▶ DATA SECTION:
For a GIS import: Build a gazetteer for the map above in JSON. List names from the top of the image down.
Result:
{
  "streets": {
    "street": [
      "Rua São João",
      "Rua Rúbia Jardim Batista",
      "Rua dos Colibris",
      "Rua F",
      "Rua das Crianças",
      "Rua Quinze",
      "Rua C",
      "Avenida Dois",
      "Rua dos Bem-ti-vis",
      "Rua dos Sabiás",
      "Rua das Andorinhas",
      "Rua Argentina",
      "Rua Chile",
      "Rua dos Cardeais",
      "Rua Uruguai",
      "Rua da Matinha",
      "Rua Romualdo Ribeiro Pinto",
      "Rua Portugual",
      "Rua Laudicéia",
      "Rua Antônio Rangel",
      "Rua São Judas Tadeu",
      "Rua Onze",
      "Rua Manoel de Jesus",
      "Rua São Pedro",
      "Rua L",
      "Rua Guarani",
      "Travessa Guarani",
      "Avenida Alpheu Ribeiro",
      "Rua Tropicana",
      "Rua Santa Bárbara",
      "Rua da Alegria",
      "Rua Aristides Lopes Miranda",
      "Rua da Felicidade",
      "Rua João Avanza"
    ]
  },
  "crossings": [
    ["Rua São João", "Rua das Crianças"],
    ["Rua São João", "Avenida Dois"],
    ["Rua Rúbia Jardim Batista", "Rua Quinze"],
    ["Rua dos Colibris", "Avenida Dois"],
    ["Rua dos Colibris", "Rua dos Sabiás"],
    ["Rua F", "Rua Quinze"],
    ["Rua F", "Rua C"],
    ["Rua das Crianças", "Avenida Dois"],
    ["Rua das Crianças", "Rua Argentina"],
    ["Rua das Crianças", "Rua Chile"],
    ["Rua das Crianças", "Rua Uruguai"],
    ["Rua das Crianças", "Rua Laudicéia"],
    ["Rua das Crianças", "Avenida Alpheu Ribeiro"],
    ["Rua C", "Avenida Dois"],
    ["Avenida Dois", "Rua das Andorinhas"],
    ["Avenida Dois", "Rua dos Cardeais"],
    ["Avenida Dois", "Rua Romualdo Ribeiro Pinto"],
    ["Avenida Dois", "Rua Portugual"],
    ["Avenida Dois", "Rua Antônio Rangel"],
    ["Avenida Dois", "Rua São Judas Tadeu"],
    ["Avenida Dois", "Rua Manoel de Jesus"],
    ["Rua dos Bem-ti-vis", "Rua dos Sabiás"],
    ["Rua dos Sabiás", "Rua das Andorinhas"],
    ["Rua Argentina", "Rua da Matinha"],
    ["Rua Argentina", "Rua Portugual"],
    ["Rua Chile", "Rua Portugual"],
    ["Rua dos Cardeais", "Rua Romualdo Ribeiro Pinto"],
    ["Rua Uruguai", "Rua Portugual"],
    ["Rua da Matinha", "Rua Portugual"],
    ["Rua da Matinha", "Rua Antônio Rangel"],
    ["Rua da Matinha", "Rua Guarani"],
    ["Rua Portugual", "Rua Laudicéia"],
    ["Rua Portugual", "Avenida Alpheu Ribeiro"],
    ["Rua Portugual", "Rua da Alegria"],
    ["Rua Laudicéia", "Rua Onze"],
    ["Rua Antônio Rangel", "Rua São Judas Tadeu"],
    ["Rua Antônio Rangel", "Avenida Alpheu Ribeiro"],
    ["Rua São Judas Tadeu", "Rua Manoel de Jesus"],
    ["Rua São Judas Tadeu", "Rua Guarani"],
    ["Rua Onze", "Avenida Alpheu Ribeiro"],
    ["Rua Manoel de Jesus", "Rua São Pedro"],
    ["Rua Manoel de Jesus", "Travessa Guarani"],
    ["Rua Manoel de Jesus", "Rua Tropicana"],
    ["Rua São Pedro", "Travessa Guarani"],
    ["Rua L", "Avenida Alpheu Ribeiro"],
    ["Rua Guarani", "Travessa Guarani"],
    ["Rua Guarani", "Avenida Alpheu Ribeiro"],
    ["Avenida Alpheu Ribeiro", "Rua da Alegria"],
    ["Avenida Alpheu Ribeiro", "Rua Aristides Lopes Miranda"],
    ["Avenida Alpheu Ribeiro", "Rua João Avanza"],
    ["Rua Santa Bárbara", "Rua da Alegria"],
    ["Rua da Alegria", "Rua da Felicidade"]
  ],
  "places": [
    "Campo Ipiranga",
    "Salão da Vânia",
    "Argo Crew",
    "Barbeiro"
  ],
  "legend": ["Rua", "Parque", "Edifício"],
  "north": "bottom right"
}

▶ WHAT IS EXPECTED:
Please write out every line of the data exactly.

▶ YOUR SOLUTION:
For a GIS import: Build a gazetteer for the map above in JSON. List names from the top of the image down.
Result:
{
  "streets": {
    "street": [
      "Rua São João",
      "Rua Rúbia Jardim Batista",
      "Rua dos Colibris",
      "Rua F",
      "Rua das Crianças",
      "Rua Quinze",
      "Rua C",
      "Avenida Dois",
      "Rua dos Bem-ti-vis",
      "Rua dos Sabiás",
      "Rua das Andorinhas",
      "Rua Argentina",
      "Rua Chile",
      "Rua dos Cardeais",
      "Rua Uruguai",
      "Rua da Matinha",
      "Rua Romualdo Ribeiro Pinto",
      "Rua Portugual",
      "Rua Laudicéia",
      "Rua Antônio Rangel",
      "Rua São Judas Tadeu",
      "Rua Onze",
      "Rua Manoel de Jesus",
      "Rua São Pedro",
      "Rua L",
      "Rua Guarani",
      "Travessa Guarani",
      "Avenida Alpheu Ribeiro",
      "Rua Tropicana",
      "Rua Santa Bárbara",
      "Rua da Alegria",
      "Rua Aristides Lopes Miranda",
      "Rua da Felicidade",
      "Rua João Avanza"
    ]
  },
  "crossings": [
    ["Rua São João", "Rua das Crianças"],
    ["Rua São João", "Avenida Dois"],
    ["Rua Rúbia Jardim Batista", "Rua Quinze"],
    ["Rua dos Colibris", "Avenida Dois"],
    ["Rua dos Colibris", "Rua dos Sabiás"],
    ["Rua F", "Rua Quinze"],
    ["Rua F", "Rua C"],
    ["Rua das Crianças", "Avenida Dois"],
    ["Rua das Crianças", "Rua Argentina"],
    ["Rua das Crianças", "Rua Chile"],
    ["Rua das Crianças", "Rua Uruguai"],
    ["Rua das Crianças", "Rua Laudicéia"],
    ["Rua das Crianças", "Avenida Alpheu Ribeiro"],
    ["Rua C", "Avenida Dois"],
    ["Avenida Dois", "Rua das Andorinhas"],
    ["Avenida Dois", "Rua dos Cardeais"],
    ["Avenida Dois", "Rua Romualdo Ribeiro Pinto"],
    ["Avenida Dois", "Rua Portugual"],
    ["Avenida Dois", "Rua Antônio Rangel"],
    ["Avenida Dois", "Rua São Judas Tadeu"],
    ["Avenida Dois", "Rua Manoel de Jesus"],
    ["Rua dos Bem-ti-vis", "Rua dos Sabiás"],
    ["Rua dos Sabiás", "Rua das Andorinhas"],
    ["Rua Argentina", "Rua da Matinha"],
    ["Rua Argentina", "Rua Portugual"],
    ["Rua Chile", "Rua Portugual"],
    ["Rua dos Cardeais", "Rua Romualdo Ribeiro Pinto"],
    ["Rua Uruguai", "Rua Portugual"],
    ["Rua da Matinha", "Rua Portugual"],
    ["Rua da Matinha", "Rua Antônio Rangel"],
    ["Rua da Matinha", "Rua Guarani"],
    ["Rua Portugual", "Rua Laudicéia"],
    ["Rua Portugual", "Avenida Alpheu Ribeiro"],
    ["Rua Portugual", "Rua da Alegria"],
    ["Rua Laudicéia", "Rua Onze"],
    ["Rua Antônio Rangel", "Rua São Judas Tadeu"],
    ["Rua Antônio Rangel", "Avenida Alpheu Ribeiro"],
    ["Rua São Judas Tadeu", "Rua Manoel de Jesus"],
    ["Rua São Judas Tadeu", "Rua Guarani"],
    ["Rua Onze", "Avenida Alpheu Ribeiro"],
    ["Rua Manoel de Jesus", "Rua São Pedro"],
    ["Rua Manoel de Jesus", "Travessa Guarani"],
    ["Rua Manoel de Jesus", "Rua Tropicana"],
    ["Rua São Pedro", "Travessa Guarani"],
    ["Rua L", "Avenida Alpheu Ribeiro"],
    ["Rua Guarani", "Travessa Guarani"],
    ["Rua Guarani", "Avenida Alpheu Ribeiro"],
    ["Avenida Alpheu Ribeiro", "Rua da Alegria"],
    ["Avenida Alpheu Ribeiro", "Rua Aristides Lopes Miranda"],
    ["Avenida Alpheu Ribeiro", "Rua João Avanza"],
    ["Rua Santa Bárbara", "Rua da Alegria"],
    ["Rua da Alegria", "Rua da Felicidade"]
  ],
  "places": [
    "Campo Ipiranga",
    "Salão da Vânia",
    "Argo Crew",
    "Barbeiro"
  ],
  "legend": ["Rua", "Parque", "Edifício"],
  "north": "bottom right"
}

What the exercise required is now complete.